Anti-scrape data poisoning and opting out

There are two independent ways to fight a model training on your work, and they defend against different opponents. You can poison your files so a scraper that takes them anyway learns the wrong thing, and you can opt out so a scraper that respects rules skips you. Poison does nothing to a crawler that already honors your opt-out. Opt-out does nothing to a crawler that ignores it. That is why real protection uses both, and why treating either one as sufficient leaves half the threat uncovered.

Lever A: poison what a scraper takes

Active protection embeds an imperceptible, engineered perturbation that corrupts what a model would learn from your file, across every medium.

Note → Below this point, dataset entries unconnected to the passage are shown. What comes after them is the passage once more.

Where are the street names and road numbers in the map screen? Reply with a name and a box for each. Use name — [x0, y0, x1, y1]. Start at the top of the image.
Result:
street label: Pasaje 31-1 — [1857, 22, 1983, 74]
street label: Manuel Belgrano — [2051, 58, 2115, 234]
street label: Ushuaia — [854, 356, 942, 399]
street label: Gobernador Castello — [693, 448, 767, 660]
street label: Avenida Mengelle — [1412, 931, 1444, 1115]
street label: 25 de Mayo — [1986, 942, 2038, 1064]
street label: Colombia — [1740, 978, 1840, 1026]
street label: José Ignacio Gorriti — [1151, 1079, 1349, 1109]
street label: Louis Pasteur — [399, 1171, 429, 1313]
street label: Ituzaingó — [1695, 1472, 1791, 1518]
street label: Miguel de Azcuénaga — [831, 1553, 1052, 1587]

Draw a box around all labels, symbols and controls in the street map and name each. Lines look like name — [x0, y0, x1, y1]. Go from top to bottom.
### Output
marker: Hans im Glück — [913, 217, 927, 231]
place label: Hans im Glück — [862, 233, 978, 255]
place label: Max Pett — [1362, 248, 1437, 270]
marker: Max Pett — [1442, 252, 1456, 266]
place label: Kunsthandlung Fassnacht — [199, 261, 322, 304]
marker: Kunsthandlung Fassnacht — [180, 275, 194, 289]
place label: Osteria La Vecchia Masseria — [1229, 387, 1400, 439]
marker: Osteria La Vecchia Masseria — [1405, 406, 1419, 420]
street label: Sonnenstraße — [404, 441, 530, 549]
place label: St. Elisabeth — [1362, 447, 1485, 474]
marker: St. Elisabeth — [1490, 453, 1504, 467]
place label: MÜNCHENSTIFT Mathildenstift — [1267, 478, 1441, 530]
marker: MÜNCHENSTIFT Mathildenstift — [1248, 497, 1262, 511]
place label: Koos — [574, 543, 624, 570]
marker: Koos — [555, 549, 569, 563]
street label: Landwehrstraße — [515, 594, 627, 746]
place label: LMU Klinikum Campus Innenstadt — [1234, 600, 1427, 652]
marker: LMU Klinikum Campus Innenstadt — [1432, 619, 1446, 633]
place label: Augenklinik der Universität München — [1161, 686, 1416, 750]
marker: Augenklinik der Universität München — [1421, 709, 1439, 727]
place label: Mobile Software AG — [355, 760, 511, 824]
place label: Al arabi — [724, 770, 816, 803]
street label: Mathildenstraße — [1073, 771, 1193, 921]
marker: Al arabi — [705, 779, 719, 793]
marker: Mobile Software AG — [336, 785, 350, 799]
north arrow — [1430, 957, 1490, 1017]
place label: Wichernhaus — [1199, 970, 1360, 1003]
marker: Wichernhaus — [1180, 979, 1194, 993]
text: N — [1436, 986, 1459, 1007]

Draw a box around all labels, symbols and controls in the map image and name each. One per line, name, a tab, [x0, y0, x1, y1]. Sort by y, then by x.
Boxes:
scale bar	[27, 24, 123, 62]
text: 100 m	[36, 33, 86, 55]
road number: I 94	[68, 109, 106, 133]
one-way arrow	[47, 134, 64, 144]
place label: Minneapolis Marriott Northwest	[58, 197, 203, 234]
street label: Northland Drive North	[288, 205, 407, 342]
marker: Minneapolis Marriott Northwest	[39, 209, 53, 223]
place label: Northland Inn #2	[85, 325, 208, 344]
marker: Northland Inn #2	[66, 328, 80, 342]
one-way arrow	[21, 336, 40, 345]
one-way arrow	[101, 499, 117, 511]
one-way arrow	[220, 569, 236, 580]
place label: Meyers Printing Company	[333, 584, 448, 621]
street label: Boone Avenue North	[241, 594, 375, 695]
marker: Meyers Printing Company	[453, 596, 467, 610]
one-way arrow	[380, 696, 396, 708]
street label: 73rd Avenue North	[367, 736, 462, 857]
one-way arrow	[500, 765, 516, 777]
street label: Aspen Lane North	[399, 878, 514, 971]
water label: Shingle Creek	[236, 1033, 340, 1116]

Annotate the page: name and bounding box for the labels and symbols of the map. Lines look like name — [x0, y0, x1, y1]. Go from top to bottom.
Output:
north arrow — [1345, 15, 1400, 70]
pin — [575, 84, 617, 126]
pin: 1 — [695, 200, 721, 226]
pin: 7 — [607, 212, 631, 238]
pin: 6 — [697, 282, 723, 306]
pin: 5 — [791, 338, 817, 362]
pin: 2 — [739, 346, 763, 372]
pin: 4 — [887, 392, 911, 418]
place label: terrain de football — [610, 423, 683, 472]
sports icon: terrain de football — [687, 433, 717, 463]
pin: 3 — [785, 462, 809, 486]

For images, Shan, Ding, Passananti, Wu, Zheng, Zhao (IEEE S&P 2024) built Nightshade as “a prompt-specific poisoning attack optimized for potency”, able to control an SDXL prompt with “less than 100 poisoned training samples”, around 50 of which were enough to turn the concept “car” into “cow”, with effects that “bleed through” to related prompts. Glaze, from Shan, Cryan, Wenger, Zheng, Hanocka, Zhao (USENIX Security 2023), applies “style cloaks”, which it describes as “barely perceptible perturbations to images, and when used as training data, mislead generative models that try to mimic a specific artist”, holding above 92% under normal conditions and above 85% against adaptive countermeasures, with an artist-rated success of 94.3% on Stable Diffusion. Mist, from Liang, Wu (2023), is a related image cloak.

The same idea carries to sound. For music, Meerza, Sun, Liu (IEEE S&P 2025) make instrumental tracks unlearnable with HarmonyCloak. For the speaking voice, Yu, Zhai, Zhang (ACM CCS 2023) built AntiFake as “a defense mechanism that relies on adversarial examples to prevent unauthorized speech synthesis”, and it won the FTC Voice Cloning Challenge in 2024. For faces, Fawkes (Shan, Wenger, Zhang, Li, Zheng, Zhao, USENIX Security 2020) cloaks portraits before they are posted.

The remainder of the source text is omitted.